# TASK
Once the line with "Transcribe the names" is found in the entries below, print it and each following line exactly, stopping after the line with "Input: one rendered"; print nothing else.

↓

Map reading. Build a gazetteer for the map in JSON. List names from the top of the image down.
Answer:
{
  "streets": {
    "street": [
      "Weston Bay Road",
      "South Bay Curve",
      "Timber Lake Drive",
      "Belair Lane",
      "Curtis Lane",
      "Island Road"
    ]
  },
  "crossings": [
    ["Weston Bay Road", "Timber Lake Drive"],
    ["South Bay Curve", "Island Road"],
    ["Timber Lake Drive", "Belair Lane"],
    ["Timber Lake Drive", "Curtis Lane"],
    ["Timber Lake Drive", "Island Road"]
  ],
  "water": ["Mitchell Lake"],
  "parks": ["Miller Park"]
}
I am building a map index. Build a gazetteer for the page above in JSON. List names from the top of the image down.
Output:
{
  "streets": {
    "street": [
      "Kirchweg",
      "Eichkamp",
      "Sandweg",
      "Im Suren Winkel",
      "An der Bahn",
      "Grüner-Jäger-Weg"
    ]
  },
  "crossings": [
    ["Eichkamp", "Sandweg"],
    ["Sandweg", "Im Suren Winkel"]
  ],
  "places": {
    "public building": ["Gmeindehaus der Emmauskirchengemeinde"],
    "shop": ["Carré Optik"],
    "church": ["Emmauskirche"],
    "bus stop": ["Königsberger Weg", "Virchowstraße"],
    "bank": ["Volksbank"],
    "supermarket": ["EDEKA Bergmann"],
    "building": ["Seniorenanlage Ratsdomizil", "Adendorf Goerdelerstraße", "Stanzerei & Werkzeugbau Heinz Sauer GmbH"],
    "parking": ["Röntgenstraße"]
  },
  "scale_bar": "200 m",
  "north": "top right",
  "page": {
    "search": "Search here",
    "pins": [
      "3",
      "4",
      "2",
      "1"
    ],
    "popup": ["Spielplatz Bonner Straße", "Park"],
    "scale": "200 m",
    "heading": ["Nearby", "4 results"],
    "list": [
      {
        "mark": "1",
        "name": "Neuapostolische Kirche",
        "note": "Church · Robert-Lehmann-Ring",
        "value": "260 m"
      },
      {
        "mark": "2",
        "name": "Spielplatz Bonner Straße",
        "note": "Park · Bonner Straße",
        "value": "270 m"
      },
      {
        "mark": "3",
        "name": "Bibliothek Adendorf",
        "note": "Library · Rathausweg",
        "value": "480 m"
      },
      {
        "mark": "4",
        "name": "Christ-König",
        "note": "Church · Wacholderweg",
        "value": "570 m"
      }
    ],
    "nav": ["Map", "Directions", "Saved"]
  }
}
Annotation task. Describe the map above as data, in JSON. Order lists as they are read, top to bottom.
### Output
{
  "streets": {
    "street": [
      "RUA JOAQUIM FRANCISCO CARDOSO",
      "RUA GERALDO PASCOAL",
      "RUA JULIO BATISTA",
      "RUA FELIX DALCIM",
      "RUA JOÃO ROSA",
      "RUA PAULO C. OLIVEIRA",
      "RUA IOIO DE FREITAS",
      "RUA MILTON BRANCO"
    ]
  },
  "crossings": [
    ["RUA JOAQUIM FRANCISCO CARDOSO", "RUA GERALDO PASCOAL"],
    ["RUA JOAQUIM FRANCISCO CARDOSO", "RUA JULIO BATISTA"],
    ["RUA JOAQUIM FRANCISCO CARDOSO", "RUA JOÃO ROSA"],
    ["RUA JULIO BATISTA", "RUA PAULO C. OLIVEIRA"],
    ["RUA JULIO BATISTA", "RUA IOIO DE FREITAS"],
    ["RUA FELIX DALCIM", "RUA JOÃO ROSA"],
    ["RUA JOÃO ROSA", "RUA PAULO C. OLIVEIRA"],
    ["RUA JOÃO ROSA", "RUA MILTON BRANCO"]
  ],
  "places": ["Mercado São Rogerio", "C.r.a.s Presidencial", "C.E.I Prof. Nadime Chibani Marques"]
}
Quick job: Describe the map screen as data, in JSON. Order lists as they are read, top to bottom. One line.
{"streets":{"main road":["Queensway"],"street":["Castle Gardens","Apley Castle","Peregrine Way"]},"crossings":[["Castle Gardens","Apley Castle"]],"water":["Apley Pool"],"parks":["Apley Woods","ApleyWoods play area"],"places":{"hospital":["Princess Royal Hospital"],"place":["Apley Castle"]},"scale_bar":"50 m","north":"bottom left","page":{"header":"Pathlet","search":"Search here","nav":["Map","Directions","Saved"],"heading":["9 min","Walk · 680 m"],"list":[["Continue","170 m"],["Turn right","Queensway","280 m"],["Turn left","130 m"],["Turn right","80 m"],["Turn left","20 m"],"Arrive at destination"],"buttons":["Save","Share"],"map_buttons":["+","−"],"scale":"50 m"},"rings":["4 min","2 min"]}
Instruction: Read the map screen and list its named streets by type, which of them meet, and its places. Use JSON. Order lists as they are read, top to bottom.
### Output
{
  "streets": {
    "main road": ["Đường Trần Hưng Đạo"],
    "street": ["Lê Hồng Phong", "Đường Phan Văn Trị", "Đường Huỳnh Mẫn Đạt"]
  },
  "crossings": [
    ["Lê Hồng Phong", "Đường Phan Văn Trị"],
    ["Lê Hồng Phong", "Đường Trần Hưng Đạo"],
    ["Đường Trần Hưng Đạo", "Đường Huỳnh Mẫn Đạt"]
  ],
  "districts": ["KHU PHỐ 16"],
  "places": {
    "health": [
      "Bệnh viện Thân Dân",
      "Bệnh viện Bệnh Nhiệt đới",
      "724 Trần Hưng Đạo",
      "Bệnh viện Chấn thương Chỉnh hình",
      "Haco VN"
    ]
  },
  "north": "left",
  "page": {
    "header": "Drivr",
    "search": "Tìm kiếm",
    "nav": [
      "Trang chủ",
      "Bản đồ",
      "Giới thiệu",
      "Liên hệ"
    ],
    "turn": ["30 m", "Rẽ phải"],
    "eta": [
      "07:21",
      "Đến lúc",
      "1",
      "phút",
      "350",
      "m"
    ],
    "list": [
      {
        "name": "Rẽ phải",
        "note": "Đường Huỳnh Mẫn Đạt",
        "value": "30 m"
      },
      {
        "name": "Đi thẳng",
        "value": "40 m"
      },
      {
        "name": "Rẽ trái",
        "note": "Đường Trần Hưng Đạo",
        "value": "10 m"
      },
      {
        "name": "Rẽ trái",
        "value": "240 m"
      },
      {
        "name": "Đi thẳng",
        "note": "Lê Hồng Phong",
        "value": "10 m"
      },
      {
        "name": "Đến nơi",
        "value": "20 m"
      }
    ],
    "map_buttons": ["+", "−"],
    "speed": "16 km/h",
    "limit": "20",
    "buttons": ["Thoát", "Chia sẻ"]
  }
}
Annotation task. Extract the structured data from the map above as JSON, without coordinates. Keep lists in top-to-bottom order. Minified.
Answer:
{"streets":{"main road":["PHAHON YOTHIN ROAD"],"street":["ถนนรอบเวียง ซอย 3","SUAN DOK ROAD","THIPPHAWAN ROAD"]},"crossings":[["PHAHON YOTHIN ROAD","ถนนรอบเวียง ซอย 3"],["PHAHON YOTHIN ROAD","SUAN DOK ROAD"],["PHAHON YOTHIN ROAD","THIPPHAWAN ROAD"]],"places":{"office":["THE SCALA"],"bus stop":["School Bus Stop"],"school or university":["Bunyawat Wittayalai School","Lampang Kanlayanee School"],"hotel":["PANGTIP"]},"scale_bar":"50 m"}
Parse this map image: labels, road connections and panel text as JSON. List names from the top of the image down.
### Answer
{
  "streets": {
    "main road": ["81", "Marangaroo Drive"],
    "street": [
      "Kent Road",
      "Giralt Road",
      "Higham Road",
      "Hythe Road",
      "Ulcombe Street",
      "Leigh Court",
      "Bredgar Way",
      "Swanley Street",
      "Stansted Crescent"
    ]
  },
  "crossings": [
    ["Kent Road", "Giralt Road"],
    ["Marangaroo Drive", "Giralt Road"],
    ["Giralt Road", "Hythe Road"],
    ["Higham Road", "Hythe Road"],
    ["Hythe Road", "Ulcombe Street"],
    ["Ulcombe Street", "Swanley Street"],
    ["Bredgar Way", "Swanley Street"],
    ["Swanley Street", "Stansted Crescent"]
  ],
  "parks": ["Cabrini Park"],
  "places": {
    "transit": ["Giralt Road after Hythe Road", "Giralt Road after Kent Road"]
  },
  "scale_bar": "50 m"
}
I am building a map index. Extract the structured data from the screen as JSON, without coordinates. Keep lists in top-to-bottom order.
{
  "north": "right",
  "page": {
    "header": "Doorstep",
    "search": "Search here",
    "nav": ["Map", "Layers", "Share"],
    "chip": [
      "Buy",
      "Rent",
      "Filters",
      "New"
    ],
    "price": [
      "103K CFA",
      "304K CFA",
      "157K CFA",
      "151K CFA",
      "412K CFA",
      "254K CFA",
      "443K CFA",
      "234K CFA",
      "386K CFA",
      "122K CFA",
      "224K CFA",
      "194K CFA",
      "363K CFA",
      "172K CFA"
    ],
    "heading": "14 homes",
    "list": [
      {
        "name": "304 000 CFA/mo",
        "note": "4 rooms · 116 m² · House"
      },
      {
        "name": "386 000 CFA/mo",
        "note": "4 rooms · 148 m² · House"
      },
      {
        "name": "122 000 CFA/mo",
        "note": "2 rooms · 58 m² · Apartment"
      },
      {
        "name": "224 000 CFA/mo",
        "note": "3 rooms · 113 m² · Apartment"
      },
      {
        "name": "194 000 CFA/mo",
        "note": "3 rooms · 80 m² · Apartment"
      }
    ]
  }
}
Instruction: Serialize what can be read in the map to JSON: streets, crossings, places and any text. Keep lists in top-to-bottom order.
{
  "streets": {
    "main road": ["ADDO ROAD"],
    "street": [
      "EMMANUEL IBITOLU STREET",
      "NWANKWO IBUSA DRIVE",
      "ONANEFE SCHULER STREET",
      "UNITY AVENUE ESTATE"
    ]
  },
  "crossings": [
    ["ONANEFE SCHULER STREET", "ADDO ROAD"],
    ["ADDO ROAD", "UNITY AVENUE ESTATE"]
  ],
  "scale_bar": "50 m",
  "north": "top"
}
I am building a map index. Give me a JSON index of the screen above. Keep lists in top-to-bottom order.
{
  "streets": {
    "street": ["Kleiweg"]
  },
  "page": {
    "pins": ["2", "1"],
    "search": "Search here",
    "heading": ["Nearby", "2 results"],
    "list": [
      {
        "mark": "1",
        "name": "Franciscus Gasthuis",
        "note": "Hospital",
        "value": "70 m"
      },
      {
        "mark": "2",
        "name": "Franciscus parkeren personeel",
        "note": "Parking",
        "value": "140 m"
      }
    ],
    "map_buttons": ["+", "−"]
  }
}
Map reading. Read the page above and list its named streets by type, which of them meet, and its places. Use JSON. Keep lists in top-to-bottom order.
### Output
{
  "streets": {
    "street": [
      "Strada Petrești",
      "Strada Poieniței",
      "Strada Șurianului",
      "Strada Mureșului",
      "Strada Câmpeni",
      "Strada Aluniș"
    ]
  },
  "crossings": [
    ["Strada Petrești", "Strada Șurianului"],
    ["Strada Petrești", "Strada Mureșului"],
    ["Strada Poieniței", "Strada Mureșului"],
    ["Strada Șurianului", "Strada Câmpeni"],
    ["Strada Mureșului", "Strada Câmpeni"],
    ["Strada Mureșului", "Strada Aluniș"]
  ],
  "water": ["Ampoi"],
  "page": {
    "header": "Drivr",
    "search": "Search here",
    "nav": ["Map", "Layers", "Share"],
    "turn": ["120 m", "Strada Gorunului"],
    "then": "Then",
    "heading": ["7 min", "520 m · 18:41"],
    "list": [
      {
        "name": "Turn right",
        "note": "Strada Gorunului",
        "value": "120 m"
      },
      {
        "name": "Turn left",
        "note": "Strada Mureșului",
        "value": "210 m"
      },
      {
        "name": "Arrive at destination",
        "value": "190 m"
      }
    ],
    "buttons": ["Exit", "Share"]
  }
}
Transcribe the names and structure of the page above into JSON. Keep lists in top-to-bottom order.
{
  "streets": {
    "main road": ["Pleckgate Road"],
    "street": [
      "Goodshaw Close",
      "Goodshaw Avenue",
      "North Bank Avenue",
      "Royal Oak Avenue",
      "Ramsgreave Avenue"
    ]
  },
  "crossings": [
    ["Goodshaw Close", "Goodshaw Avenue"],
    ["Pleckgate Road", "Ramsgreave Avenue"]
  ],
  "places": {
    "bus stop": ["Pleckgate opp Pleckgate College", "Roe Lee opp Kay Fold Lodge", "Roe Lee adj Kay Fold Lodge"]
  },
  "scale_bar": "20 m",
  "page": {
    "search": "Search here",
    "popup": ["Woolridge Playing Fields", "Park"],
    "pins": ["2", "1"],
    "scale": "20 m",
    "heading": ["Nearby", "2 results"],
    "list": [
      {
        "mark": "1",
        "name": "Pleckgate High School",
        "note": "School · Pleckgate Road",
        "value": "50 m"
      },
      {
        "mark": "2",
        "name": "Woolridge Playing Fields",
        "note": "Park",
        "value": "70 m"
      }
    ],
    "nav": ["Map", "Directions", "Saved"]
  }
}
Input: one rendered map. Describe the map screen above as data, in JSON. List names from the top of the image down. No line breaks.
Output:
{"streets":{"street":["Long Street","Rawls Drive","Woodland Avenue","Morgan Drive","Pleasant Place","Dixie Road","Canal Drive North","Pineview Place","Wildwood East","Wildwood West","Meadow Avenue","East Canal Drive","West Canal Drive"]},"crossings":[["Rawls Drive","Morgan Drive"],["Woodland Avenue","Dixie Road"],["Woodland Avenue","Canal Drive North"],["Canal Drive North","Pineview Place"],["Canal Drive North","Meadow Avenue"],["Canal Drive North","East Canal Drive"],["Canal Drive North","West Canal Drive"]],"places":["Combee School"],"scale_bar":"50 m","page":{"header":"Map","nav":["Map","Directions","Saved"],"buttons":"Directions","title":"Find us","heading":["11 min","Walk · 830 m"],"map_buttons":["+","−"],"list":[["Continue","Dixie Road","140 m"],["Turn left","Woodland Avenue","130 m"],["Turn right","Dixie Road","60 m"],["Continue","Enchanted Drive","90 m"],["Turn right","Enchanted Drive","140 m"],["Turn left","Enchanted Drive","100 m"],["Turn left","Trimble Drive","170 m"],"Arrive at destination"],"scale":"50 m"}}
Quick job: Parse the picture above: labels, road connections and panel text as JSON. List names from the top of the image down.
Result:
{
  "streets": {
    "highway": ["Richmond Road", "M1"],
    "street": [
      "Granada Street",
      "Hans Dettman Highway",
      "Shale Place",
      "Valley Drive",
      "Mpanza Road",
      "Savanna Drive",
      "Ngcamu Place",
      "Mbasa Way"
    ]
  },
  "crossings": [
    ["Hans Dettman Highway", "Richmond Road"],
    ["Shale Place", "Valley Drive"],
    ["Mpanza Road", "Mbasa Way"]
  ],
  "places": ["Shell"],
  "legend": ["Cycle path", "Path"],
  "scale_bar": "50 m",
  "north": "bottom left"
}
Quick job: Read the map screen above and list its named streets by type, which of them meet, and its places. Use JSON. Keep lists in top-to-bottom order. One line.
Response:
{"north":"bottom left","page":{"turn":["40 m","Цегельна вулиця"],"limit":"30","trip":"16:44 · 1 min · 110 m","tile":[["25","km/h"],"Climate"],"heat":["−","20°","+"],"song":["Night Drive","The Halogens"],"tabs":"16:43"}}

↑

# ANSWER SPACE
Transcribe the names and structure of the page above into JSON. Keep lists in top-to-bottom order.
{
  "streets": {
    "main road": ["Pleckgate Road"],
    "street": [
      "Goodshaw Close",
      "Goodshaw Avenue",
      "North Bank Avenue",
      "Royal Oak Avenue",
      "Ramsgreave Avenue"
    ]
  },
  "crossings": [
    ["Goodshaw Close", "Goodshaw Avenue"],
    ["Pleckgate Road", "Ramsgreave Avenue"]
  ],
  "places": {
    "bus stop": ["Pleckgate opp Pleckgate College", "Roe Lee opp Kay Fold Lodge", "Roe Lee adj Kay Fold Lodge"]
  },
  "scale_bar": "20 m",
  "page": {
    "search": "Search here",
    "popup": ["Woolridge Playing Fields", "Park"],
    "pins": ["2", "1"],
    "scale": "20 m",
    "heading": ["Nearby", "2 results"],
    "list": [
      {
        "mark": "1",
        "name": "Pleckgate High School",
        "note": "School · Pleckgate Road",
        "value": "50 m"
      },
      {
        "mark": "2",
        "name": "Woolridge Playing Fields",
        "note": "Park",
        "value": "70 m"
      }
    ],
    "nav": ["Map", "Directions", "Saved"]
  }
}
Input: one rendered map. Describe the map screen above as data, in JSON. List names from the top of the image down. No line breaks.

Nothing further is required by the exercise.